La marine du Corps des gardiens de la révolution islamique (CGRI) d'Iran a annoncé qu'elle garantirait le passage en toute sécurité de tous les navires par le détroit d'Ormuz, une artère critique pour environ 20 % de la consommation mondiale de pétrole, ce qui pourrait réduire la prime de risque géopolitique qui maintenait les prix élevés.
« Nous assurerons la sécurité et la stabilité des navires à travers le détroit d'Ormuz », a déclaré la marine du CGRI dans un communiqué aux médias iraniens, ajoutant que de nouvelles procédures sont en vigueur maintenant que « les menaces des agresseurs ont été éliminées ».
Cette annonce fait suite à une période de tensions accrues, marquée par des accusations réciproques entre les États-Unis, l'Iran et les Émirats arabes unis concernant des attaques régionales. Bien que la déclaration puisse peser sur les prix du Brent, qui intègrent une prime de risque importante, la référence délibérément vague aux « agresseurs » laisse planer une incertitude sur la situation sécuritaire à long terme.
La question clé pour le commerce mondial du pétrole de 4 000 milliards de dollars est de savoir s'il s'agit d'une véritable désescalade ou d'une tactique temporaire. Alors que les États-Unis auraient suspendu leur initiative « Project Freedom », les traders guettent une baisse durable de la rhétorique hostile ou une reprise de la diplomatie discrète pour signaler un véritable changement de risque.
## Un point de passage stratégique pour l'énergie mondiale
Le détroit d'Ormuz, une étroite voie navigable reliant le golfe Persique au golfe d'Oman et à l'océan, est le point de passage pétrolier le plus important au monde. Environ un tiers de tout le pétrole transporté par mer, et près de 20 % de la consommation mondiale totale de pétrole, transitent quotidiennement par le détroit, faisant de sa sécurité une préoccupation majeure pour l'économie mondiale. Toute interruption de ce flux peut provoquer des hausses immédiates et sévères des prix du pétrole brut, affectant tout, de l'essence à la pompe au coût des produits manufacturés et aux voyages aériens. Pour cette raison, le détroit est depuis longtemps un foyer de tensions géopolitiques au Moyen-Orient.

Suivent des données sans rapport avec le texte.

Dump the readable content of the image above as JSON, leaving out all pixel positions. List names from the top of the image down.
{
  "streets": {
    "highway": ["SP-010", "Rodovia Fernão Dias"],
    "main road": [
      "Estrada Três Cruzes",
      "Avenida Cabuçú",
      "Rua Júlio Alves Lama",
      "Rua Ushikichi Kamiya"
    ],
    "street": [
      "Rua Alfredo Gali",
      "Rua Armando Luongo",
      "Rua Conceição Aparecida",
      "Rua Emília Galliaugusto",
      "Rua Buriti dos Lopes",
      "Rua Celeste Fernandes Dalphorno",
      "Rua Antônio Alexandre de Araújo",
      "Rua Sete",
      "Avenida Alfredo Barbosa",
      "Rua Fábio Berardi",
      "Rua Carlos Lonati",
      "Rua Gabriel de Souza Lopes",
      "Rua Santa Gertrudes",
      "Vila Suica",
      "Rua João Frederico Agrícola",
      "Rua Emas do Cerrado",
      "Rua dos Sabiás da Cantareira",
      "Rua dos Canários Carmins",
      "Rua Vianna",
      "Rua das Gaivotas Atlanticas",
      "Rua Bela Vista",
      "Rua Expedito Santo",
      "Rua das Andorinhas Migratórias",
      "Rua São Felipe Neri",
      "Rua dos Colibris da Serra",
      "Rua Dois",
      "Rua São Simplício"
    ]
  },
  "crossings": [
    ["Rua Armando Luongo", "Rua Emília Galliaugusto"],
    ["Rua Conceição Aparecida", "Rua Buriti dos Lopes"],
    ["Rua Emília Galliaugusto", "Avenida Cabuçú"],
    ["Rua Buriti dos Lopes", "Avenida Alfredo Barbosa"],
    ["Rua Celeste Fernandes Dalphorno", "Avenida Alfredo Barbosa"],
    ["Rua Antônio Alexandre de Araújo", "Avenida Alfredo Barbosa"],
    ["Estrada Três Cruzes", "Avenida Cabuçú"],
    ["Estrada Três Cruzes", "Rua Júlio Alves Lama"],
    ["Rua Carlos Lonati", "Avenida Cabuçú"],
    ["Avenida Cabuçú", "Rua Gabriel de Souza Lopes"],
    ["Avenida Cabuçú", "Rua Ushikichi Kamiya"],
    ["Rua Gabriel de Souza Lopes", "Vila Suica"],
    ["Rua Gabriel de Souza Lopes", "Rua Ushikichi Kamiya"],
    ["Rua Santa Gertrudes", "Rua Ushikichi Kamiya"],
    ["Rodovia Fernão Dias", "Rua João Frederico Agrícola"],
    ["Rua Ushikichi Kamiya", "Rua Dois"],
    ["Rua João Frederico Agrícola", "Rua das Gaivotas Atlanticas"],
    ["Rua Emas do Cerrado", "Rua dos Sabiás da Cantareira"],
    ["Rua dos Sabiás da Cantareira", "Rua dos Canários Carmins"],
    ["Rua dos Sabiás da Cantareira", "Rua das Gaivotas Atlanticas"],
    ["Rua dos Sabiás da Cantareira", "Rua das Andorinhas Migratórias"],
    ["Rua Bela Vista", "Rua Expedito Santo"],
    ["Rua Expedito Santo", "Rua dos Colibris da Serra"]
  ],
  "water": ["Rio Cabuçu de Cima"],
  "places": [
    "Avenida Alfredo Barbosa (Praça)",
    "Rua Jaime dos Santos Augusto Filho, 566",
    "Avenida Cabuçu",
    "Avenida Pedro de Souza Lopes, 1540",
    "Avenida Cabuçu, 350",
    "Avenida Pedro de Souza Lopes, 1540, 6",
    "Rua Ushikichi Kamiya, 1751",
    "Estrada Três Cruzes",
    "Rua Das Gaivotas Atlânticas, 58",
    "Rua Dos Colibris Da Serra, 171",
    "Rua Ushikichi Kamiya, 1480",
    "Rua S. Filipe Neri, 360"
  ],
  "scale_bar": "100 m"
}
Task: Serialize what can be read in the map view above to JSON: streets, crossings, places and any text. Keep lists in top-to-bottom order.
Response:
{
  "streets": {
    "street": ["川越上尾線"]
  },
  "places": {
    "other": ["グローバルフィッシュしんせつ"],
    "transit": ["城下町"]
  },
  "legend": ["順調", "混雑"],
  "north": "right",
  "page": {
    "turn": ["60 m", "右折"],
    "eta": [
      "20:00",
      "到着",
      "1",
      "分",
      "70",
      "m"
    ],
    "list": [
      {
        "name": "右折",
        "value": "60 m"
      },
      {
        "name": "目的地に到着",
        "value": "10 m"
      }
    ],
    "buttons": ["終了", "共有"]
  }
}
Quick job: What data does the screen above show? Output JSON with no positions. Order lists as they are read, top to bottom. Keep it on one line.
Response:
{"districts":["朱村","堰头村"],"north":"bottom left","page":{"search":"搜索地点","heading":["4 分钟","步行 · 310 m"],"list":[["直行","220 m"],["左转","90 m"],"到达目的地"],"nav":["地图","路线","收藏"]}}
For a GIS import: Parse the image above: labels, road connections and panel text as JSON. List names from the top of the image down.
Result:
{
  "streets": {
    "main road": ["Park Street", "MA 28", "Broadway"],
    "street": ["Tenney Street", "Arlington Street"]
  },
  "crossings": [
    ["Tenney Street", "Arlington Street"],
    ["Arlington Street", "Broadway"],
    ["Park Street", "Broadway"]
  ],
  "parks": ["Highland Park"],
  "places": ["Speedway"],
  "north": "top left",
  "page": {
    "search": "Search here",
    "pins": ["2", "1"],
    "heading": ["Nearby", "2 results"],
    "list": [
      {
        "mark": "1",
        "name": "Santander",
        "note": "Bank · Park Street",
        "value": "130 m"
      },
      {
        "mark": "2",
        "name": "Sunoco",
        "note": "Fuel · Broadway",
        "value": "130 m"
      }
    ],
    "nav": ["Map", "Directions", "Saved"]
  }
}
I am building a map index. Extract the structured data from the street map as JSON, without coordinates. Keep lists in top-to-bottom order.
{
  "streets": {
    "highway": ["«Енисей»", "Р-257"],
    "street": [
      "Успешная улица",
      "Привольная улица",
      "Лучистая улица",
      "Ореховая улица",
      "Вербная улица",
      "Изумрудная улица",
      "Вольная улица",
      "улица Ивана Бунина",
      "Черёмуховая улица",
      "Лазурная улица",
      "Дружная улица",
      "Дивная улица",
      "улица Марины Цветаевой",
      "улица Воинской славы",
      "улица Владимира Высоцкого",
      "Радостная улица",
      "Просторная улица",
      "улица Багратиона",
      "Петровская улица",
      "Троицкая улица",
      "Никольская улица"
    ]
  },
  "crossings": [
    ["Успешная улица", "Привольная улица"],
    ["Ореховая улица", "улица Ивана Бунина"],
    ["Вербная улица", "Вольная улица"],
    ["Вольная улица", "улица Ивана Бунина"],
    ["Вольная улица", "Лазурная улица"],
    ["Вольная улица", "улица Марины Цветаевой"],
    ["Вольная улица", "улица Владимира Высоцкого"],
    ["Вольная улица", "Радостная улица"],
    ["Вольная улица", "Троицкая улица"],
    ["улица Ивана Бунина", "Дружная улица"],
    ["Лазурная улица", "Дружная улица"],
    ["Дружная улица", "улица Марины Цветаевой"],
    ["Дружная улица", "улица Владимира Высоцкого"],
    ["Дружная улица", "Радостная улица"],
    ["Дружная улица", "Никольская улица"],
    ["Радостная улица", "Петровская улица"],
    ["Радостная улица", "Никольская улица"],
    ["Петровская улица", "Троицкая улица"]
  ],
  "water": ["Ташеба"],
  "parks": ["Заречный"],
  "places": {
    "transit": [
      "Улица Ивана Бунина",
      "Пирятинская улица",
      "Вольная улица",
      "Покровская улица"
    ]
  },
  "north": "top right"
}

## Décrypter les « agresseurs »
La déclaration du CGRI intervient à un moment critique. Elle fait suite à des rapports selon lesquels les États-Unis communiquent avec Téhéran, à la fois « ouvertement et discrètement », pour créer les conditions d'un accord, selon des sources citées par MSN. Ces échanges diplomatiques en coulisses semblent coïncider avec une pause dans le « Project Freedom » de l'armée américaine, une mesure pour laquelle le Premier ministre du Pakistan aurait remercié la Maison Blanche.
Cependant, le ton conciliant sur la garantie du passage sécurisé contraste avec la référence ambiguë aux « agresseurs ». Cela pourrait être interprété comme une déclaration visant à sauver la face devant le public intérieur après une période de frictions intenses, incluant des accusations mutuelles sur des attaques dans le détroit. Pour les traders de pétrole, cette ambiguïté signifie que la prime de risque géopolitique a peu de chances de s'évaporer complètement. Le marché exigera des preuves plus concrètes d'une détente durable, plutôt qu'une simple déclaration, avant d'intégrer un retour durable à la stabilité.
Cet article est destiné à des fins d'information uniquement et ne constitue pas un conseil en investissement.